- Exercise details -
Please transcribe the listing that follows exactly; images are to be excluded.

- Information provided -
----------

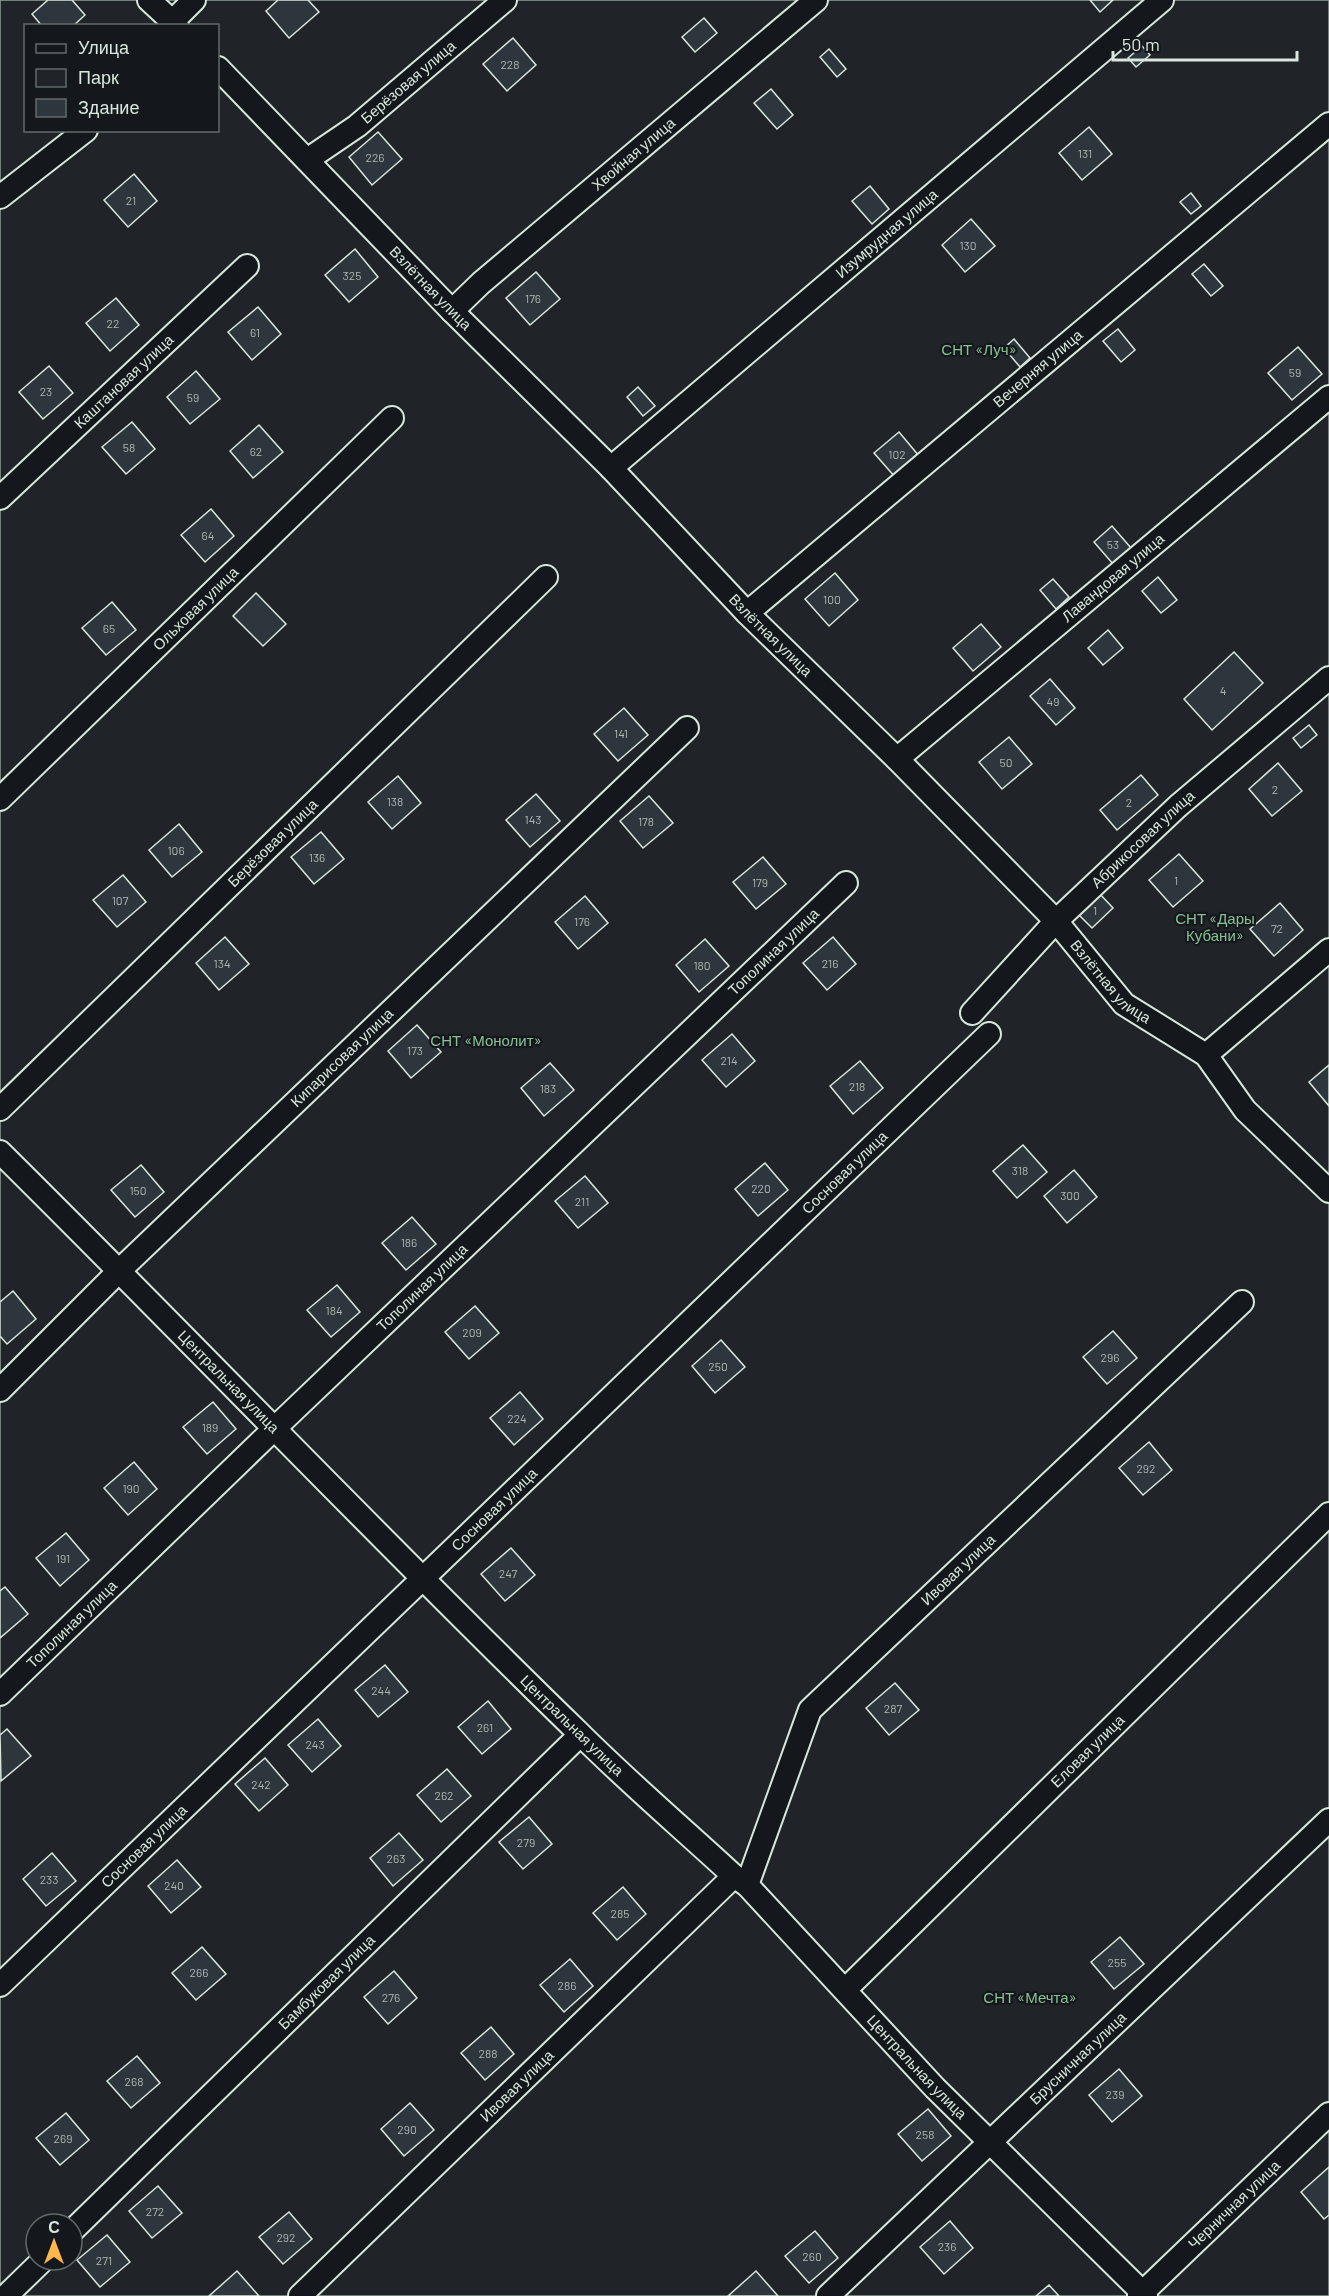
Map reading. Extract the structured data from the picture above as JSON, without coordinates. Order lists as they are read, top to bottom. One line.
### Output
{"streets":{"street":["Берёзовая улица","Хвойная улица","Изумрудная улица","Взлётная улица","Вечерняя улица","Каштановая улица","Лавандовая улица","Ольховая улица","Абрикосовая улица","Тополиная улица","Кипарисовая улица","Сосновая улица","Центральная улица","Ивовая улица","Еловая улица","Бамбуковая улица","Брусничная улица","Черничная улица"]},"crossings":[["Берёзовая улица","Взлётная улица"],["Хвойная улица","Взлётная улица"],["Изумрудная улица","Взлётная улица"],["Взлётная улица","Вечерняя улица"],["Взлётная улица","Лавандовая улица"],["Взлётная улица","Абрикосовая улица"],["Тополиная улица","Центральная улица"],["Кипарисовая улица","Центральная улица"],["Сосновая улица","Центральная улица"],["Центральная улица","Ивовая улица"],["Центральная улица","Еловая улица"],["Центральная улица","Бамбуковая улица"],["Центральная улица","Брусничная улица"],["Центральная улица","Черничная улица"]],"parks":["СНТ «Луч»","СНТ «Дары Кубани»","СНТ «Монолит»","СНТ «Мечта»"],"house_numbers":["228","131","226","21","130","325","176","22","61","59","23","59","58","62","102","64","53","100","65","4","49","141","50","2","138","2","143","178","106","136","1","179","107","1","176","72","134","216","180","173","214","218","183","318","220","150","300","211","186","184","209","296","250","224","189","292","190","191","247","244","287","261","243","242","262","279","263","233","240","285","255","266","286","276","288","268","239","290","258","269","272","292","236","260","271"],"legend":["Улица","Парк","Здание"],"scale_bar":"50 m","north":"top"}
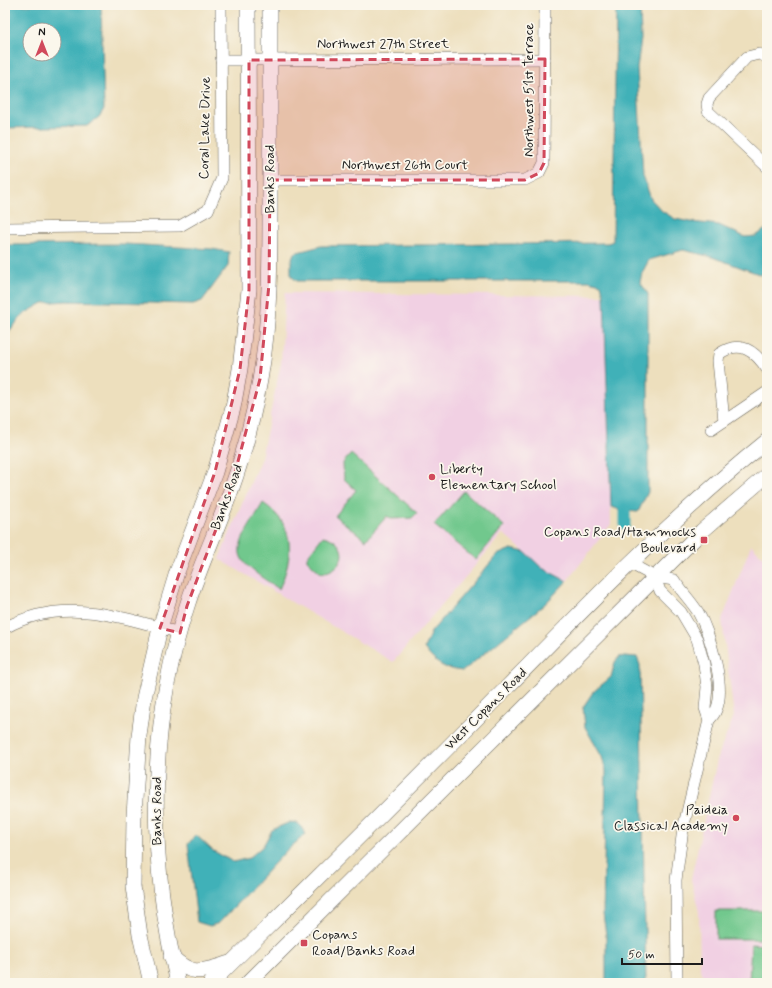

----------

- Answer box -
Map reading. Extract the structured data from the picture above as JSON, without coordinates. Order lists as they are read, top to bottom. One line.
### Output
{"streets":{"street":["Берёзовая улица","Хвойная улица","Изумрудная улица","Взлётная улица","Вечерняя улица","Каштановая улица","Лавандовая улица","Ольховая улица","Абрикосовая улица","Тополиная улица","Кипарисовая улица","Сосновая улица","Центральная улица","Ивовая улица","Еловая улица","Бамбуковая улица","Брусничная улица","Черничная улица"]},"crossings":[["Берёзовая улица","Взлётная улица"],["Хвойная улица","Взлётная улица"],["Изумрудная улица","Взлётная улица"],["Взлётная улица","Вечерняя улица"],["Взлётная улица","Лавандовая улица"],["Взлётная улица","Абрикосовая улица"],["Тополиная улица","Центральная улица"],["Кипарисовая улица","Центральная улица"],["Сосновая улица","Центральная улица"],["Центральная улица","Ивовая улица"],["Центральная улица","Еловая улица"],["Центральная улица","Бамбуковая улица"],["Центральная улица","Брусничная улица"],["Центральная улица","Черничная улица"]],"parks":["СНТ «Луч»","СНТ «Дары Кубани»","СНТ «Монолит»","СНТ «Мечта»"],"house_numbers":["228","131","226","21","130","325","176","22","61","59","23","59","58","62","102","64","53","100","65","4","49","141","50","2","138","2","143","178","106","136","1","179","107","1","176","72","134","216","180","173","214","218","183","318","220","150","300","211","186","184","209","296","250","224","189","292","190","191","247","244","287","261","243","242","262","279","263","233","240","285","255","266","286","276","288","268","239","290","258","269","272","292","236","260","271"],"legend":["Улица","Парк","Здание"],"scale_bar":"50 m","north":"top"}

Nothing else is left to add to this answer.